Foto: Agência Fotosite
Por fim, a TNG apresentou uma coleção que pintou e bordou com fetiches, trazendo como carro-chefe a trinca da novela das nove que é um fetiche por si só: o casal de gays interpretados por Marcello Anthony e Thiago Fragoso e a mãe de aluguel, Danielle Winits. Ou seja, fetiche aí não falta. Tem mulher que seduz homossexual. Tem homossexual que quer ser pai e fecunda mulher. Mulher que rouba gay de gay. E até criança criada por dois pais e uma mãe, em um menagezinho esperto. Vai dizer que Tito Bessa, o big boss da marca, não deitou e rolou em uma cama de pregos (ui, fetiche masô!) na hora de escolher os globettes da vez para sua passarela? A grife, marcante por se vestir e despir (outro fetiche: domínio, sedução e descarte, igual a poder) da bola da vez na mídia em seus desfiles, foi fundo no tema, não é mesmo?
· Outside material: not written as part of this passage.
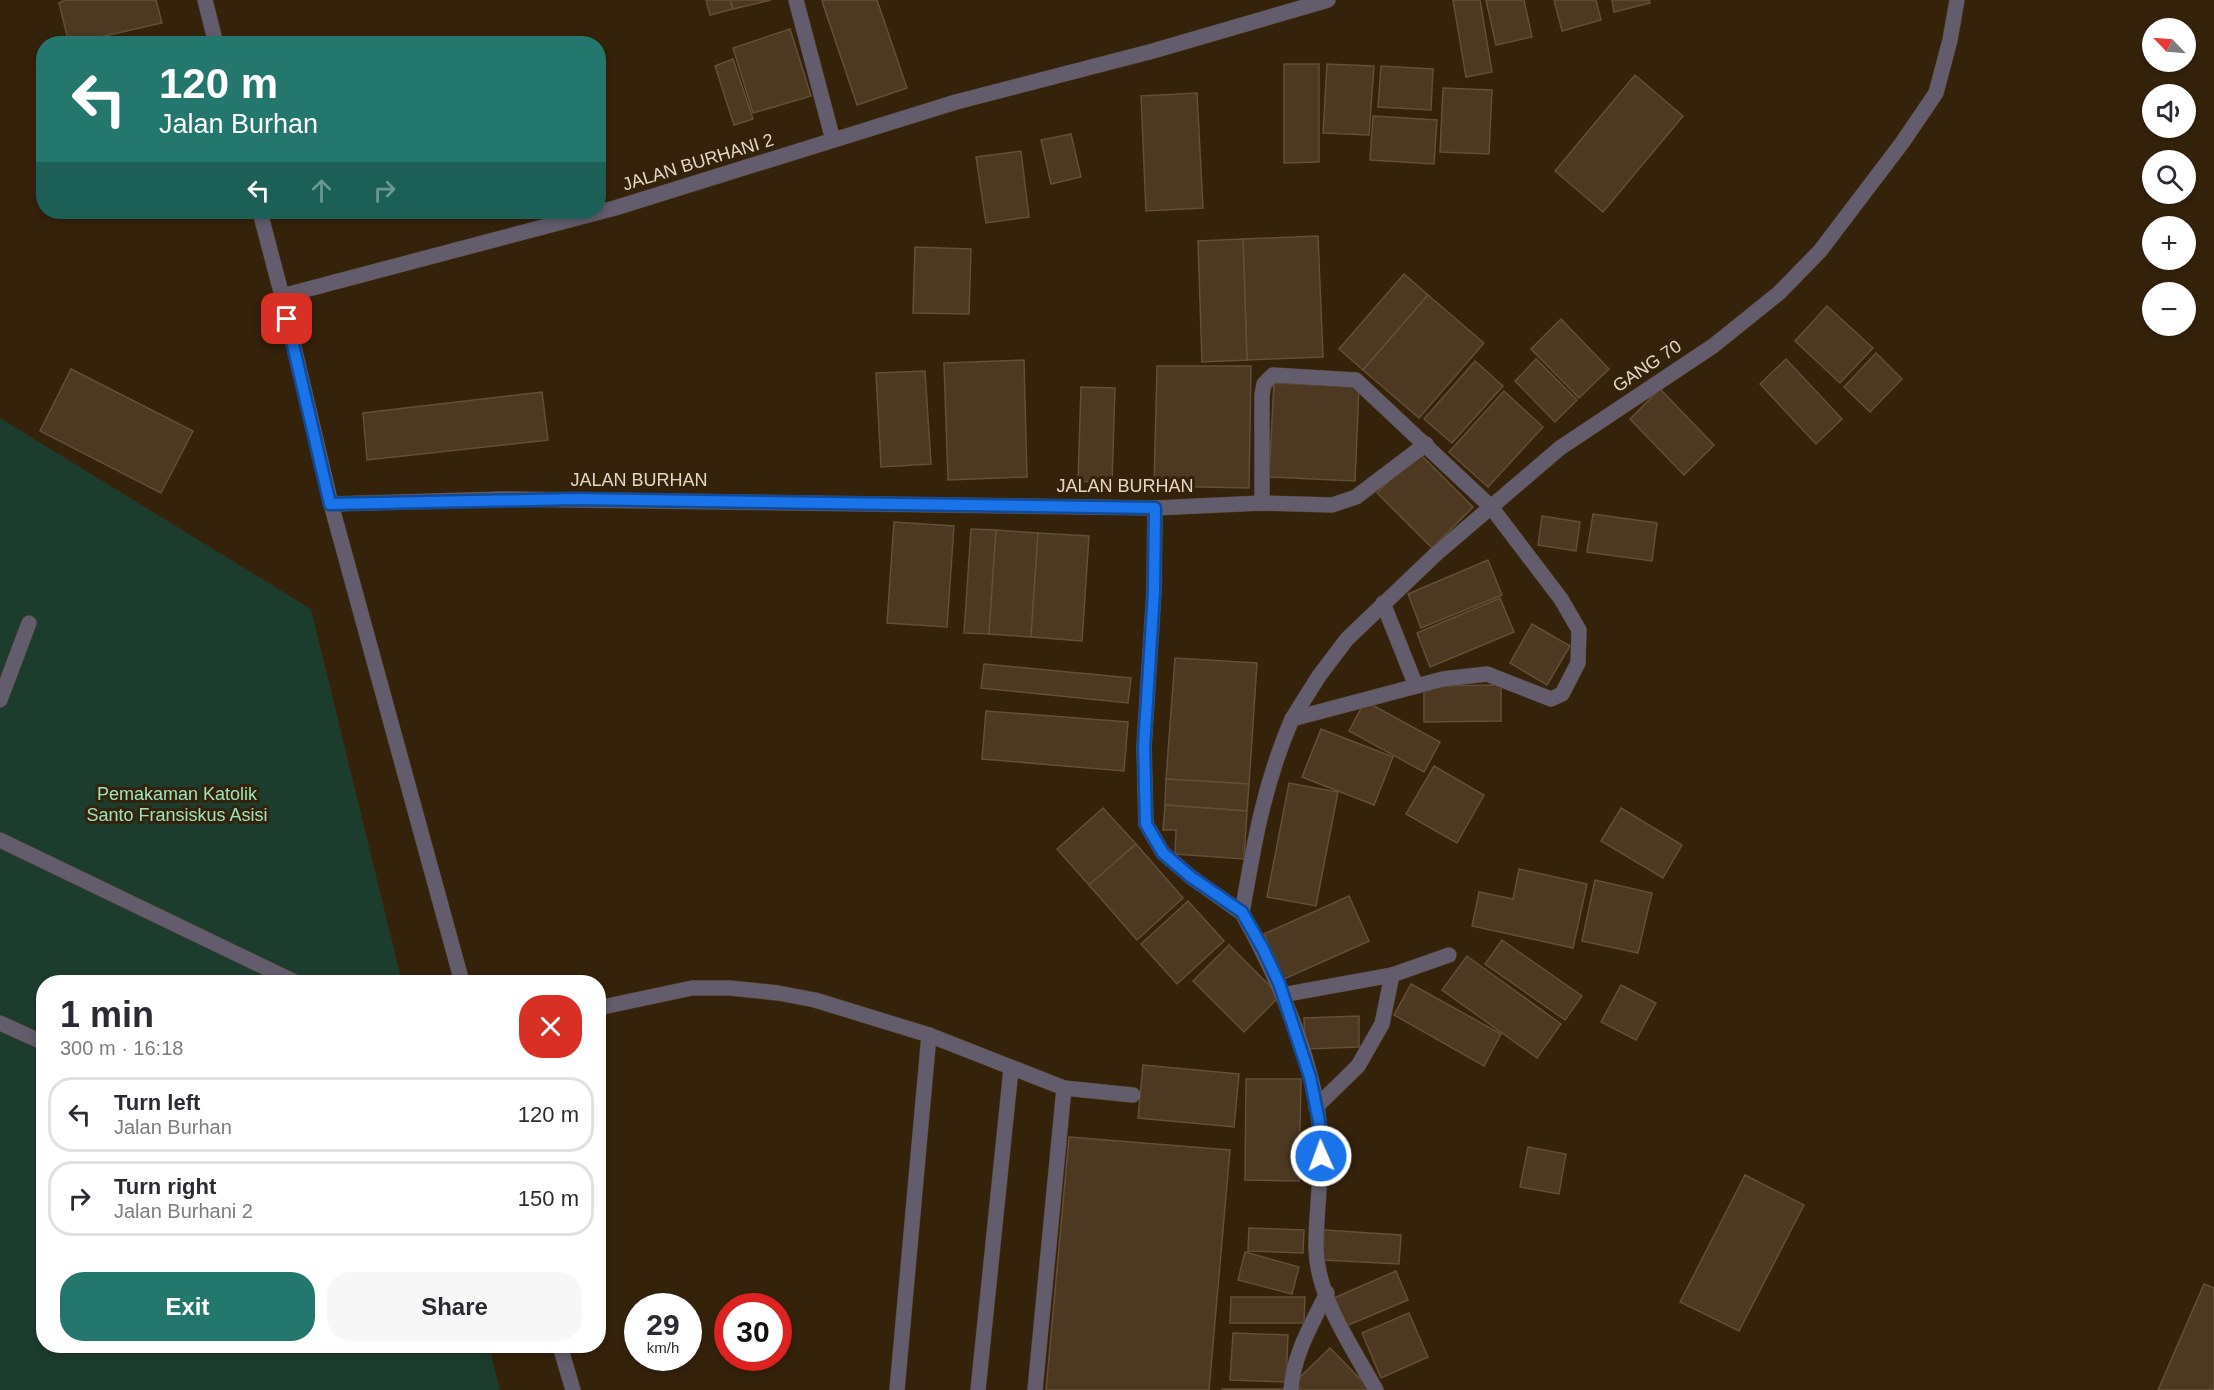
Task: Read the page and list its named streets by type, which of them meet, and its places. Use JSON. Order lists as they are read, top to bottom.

Claro que isso dá visibilidade, mas, se a TNG quisesse, nem precisaria usar esse fetiche, ops, estratégia de imagem. A coleção estava super boa! Com uma edição pontuada pela música forte dos Holograms, ‘Laughter breaks the silence’, a marca trouxe o movimento punk londrino que, aliás, sempre significou moda-fetiche da melhor qualidade, desde quando Vivienne Westwood e seu partner-fetiche, Malcolm MacLaren, se cansaram do glam rock e quiseram partir para outra, fundando a Sex, misto de loja de roupas e incubadora de bandas como os Sex Pistols.
Fotos: Vinícius Pereira
A alfaiataria slim da marca ganhou ares mais eróticos ainda com rebites, spikes, tachas e alfinetes. O jeans ficou rasgado, detonado e puído, como o músico Johnny Rotten. Puro fetiche! E as bocas sequinhas das calças, bem justinhas, receberam zippers, aviamentos que representam o fetiche por natureza. Obviamente, se estamos falando em fetiche, estamos acentuando a dose de sexo que já existe naturalmente no punk, e os comprimentos das peças não podem seguir a cartilha do midi, mas permanecem curtos, revelando as pernocas. E até as camisas western (ih, caubói, outro fetiche!) ganham spikes nas golas, assim como os paletós ganham tachas nas lapelas. Fetiche, fetiche, fetiche. E, lá no final de tudo, eis que entram os looks com estampas de onça. Animal print, fetiche que não sai de moda. Primeiro nas ankle boots, femininas. Depois em uma calça aqui, outra lá, quando a gente vê, a onça já tomou conta de tudo, até dos sobretudos e trenchs. Delícia, hum, delícia, tira mais, veste mais, hum, mostra mais. Fiquei até com vontade de voltar no tempo e dar um rolé no Crepúsculo de Cubatão, boate-fetiche do Rio nos anos oitenta. Hum, fetiche! Cadê o pole dance? Vai vender feito água!